Stored data:
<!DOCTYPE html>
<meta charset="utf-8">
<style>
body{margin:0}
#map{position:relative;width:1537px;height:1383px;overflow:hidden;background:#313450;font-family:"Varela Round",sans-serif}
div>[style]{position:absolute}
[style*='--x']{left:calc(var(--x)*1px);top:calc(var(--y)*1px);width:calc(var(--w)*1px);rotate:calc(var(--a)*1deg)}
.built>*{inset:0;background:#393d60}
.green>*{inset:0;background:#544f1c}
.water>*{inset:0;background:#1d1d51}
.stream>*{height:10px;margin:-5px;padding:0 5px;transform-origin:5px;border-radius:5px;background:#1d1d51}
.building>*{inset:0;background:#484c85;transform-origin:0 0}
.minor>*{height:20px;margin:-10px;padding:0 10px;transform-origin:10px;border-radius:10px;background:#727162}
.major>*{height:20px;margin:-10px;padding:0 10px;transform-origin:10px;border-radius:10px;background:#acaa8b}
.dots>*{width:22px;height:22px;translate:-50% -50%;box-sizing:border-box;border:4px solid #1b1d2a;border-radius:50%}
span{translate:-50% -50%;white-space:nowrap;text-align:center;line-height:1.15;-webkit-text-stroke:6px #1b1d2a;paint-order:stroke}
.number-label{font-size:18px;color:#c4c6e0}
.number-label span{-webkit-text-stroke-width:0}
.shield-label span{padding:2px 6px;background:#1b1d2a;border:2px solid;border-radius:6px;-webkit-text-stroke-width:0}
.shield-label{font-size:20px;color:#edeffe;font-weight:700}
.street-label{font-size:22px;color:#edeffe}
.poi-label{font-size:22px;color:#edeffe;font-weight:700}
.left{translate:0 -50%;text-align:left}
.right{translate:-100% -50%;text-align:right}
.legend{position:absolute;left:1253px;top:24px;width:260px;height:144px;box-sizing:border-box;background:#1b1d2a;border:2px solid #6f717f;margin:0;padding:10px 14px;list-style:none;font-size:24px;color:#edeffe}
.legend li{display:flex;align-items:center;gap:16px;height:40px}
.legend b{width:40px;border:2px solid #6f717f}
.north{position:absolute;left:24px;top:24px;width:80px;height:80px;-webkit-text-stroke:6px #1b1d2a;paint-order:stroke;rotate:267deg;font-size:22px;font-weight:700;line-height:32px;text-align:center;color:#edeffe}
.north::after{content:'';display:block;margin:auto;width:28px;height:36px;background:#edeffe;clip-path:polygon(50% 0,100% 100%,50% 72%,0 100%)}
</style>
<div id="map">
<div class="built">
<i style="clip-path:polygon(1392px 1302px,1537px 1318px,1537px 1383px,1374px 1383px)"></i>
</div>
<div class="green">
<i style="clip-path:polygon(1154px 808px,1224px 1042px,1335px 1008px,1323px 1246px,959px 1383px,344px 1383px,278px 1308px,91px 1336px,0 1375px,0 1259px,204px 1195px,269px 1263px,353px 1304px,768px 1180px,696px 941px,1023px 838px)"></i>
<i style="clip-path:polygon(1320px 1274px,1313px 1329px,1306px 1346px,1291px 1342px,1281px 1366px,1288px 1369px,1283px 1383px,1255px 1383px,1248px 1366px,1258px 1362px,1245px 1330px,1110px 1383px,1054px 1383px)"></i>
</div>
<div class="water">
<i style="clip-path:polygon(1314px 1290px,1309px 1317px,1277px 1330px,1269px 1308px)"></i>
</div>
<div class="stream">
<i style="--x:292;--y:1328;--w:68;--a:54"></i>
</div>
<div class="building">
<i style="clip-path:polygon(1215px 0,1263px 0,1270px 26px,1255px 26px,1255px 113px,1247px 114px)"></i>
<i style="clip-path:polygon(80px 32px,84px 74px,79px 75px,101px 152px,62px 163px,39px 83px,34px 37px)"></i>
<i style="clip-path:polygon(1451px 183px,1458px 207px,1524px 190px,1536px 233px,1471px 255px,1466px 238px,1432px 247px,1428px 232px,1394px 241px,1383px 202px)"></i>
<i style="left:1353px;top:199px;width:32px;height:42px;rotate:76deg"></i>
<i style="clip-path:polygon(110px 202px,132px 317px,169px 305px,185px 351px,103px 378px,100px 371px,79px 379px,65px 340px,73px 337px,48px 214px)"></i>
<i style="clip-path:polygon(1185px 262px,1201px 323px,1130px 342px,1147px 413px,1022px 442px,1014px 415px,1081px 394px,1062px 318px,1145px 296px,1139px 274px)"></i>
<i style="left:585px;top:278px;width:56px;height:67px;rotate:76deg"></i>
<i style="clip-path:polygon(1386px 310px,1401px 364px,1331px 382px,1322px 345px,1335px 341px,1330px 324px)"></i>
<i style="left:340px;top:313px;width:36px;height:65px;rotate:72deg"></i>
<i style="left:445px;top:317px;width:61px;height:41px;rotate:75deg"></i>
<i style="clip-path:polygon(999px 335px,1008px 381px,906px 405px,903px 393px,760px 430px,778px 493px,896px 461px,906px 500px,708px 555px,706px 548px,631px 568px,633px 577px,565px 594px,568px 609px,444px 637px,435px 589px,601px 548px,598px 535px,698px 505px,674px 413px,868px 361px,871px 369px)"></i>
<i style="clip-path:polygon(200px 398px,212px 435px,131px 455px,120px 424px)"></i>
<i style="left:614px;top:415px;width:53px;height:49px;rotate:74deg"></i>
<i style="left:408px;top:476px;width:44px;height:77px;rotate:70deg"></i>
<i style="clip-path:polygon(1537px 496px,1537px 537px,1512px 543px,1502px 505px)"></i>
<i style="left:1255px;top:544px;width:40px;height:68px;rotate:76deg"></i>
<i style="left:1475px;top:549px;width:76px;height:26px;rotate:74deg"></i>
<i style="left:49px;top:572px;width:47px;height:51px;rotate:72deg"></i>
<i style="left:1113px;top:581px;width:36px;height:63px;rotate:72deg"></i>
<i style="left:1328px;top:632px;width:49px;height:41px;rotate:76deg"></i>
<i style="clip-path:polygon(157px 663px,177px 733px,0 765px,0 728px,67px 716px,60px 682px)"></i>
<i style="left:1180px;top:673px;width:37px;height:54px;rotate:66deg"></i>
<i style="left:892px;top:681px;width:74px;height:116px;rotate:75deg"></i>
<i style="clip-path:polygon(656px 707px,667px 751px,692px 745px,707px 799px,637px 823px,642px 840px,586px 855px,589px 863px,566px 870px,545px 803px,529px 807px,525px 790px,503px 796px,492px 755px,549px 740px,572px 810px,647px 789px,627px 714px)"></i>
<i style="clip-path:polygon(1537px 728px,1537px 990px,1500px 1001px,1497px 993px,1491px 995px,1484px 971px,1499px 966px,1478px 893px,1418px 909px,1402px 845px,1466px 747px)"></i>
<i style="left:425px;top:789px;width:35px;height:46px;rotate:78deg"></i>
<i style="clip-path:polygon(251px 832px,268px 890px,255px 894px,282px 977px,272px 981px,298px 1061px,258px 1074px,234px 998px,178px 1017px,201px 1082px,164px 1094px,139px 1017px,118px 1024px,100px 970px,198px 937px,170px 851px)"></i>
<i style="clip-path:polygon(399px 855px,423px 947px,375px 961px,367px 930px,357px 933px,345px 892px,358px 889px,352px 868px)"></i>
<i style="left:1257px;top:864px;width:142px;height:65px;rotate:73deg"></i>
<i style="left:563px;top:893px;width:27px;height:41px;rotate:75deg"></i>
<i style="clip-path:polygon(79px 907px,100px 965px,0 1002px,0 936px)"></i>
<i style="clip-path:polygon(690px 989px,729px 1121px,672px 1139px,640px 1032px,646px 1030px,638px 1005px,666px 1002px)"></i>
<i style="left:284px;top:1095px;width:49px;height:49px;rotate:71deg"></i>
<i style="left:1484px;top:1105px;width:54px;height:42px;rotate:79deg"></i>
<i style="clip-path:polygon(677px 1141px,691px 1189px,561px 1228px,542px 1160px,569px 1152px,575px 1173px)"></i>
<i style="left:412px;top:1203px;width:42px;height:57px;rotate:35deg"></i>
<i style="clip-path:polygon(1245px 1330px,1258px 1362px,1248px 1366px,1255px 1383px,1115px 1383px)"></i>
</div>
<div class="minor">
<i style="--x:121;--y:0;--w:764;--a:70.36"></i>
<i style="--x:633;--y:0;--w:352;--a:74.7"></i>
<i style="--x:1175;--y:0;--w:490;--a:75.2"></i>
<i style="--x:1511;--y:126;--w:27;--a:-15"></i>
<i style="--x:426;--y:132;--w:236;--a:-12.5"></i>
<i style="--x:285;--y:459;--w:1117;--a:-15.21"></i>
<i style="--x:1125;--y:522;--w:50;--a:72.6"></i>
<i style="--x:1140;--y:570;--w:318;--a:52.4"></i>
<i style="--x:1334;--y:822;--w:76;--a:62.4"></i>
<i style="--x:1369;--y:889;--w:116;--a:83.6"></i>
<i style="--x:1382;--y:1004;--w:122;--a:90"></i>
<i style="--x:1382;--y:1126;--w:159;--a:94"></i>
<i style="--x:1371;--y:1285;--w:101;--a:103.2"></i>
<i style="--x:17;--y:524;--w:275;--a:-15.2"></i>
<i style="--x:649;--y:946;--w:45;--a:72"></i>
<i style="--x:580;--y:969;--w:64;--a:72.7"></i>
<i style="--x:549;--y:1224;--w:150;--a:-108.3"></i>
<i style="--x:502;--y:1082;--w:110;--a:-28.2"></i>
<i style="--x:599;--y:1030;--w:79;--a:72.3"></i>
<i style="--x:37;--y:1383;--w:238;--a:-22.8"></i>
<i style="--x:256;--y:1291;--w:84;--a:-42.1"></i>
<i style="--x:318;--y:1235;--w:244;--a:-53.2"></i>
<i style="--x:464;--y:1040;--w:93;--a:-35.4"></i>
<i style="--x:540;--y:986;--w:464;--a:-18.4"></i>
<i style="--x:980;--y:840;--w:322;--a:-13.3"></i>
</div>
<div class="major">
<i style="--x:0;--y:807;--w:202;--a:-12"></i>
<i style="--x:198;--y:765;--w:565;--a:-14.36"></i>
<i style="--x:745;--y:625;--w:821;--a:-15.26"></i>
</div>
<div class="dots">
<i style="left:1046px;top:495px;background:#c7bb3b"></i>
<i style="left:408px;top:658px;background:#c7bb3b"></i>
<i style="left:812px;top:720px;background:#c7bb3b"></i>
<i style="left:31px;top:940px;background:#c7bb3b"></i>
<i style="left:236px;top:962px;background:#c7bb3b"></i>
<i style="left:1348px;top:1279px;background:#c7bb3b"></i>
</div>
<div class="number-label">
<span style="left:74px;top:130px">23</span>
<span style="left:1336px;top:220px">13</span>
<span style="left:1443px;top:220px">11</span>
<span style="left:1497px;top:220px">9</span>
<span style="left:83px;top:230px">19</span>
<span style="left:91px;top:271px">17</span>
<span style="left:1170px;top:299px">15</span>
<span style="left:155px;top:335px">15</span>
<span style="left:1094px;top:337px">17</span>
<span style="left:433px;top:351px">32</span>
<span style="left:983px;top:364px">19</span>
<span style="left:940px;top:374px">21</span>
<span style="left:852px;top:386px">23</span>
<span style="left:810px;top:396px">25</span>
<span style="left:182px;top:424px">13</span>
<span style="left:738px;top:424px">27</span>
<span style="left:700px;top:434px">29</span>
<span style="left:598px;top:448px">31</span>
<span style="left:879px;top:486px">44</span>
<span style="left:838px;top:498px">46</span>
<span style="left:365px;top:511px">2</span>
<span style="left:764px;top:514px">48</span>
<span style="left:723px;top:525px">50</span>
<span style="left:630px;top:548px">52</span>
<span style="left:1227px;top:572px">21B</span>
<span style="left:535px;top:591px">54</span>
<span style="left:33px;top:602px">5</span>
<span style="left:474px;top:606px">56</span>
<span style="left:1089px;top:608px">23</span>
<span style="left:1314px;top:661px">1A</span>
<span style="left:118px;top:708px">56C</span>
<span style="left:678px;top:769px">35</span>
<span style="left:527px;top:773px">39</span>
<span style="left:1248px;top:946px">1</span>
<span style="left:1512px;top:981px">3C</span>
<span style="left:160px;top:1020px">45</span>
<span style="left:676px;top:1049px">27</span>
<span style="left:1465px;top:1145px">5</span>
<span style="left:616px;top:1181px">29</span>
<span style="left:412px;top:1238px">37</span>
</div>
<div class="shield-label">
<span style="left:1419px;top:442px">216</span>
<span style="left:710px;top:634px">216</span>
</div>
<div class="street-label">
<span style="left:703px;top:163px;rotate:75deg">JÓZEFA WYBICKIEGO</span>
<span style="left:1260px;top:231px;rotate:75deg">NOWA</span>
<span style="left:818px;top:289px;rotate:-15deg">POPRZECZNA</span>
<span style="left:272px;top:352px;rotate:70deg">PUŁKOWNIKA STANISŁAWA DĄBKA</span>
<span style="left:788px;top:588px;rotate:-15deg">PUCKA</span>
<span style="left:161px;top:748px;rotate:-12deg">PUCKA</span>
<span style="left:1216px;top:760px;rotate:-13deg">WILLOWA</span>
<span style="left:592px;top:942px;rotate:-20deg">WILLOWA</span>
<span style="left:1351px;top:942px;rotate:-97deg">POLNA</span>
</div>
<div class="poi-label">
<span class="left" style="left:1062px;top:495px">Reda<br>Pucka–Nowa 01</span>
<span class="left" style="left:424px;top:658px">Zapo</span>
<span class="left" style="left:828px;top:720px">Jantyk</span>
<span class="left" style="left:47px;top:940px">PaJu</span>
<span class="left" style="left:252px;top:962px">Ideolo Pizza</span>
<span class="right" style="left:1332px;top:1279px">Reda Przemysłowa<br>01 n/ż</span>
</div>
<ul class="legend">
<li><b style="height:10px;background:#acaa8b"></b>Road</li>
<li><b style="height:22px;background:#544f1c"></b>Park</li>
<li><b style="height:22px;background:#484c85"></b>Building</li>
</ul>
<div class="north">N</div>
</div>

**Assignment:** Only the lines with "shield" are needed; find them in the records and copy each one.

**Completed task:**
.shield-label span{padding:2px 6px;background:#1b1d2a;border:2px solid;border-radius:6px;-webkit-text-stroke-width:0}
.shield-label{font-size:20px;color:#edeffe;font-weight:700}
<div class="shield-label">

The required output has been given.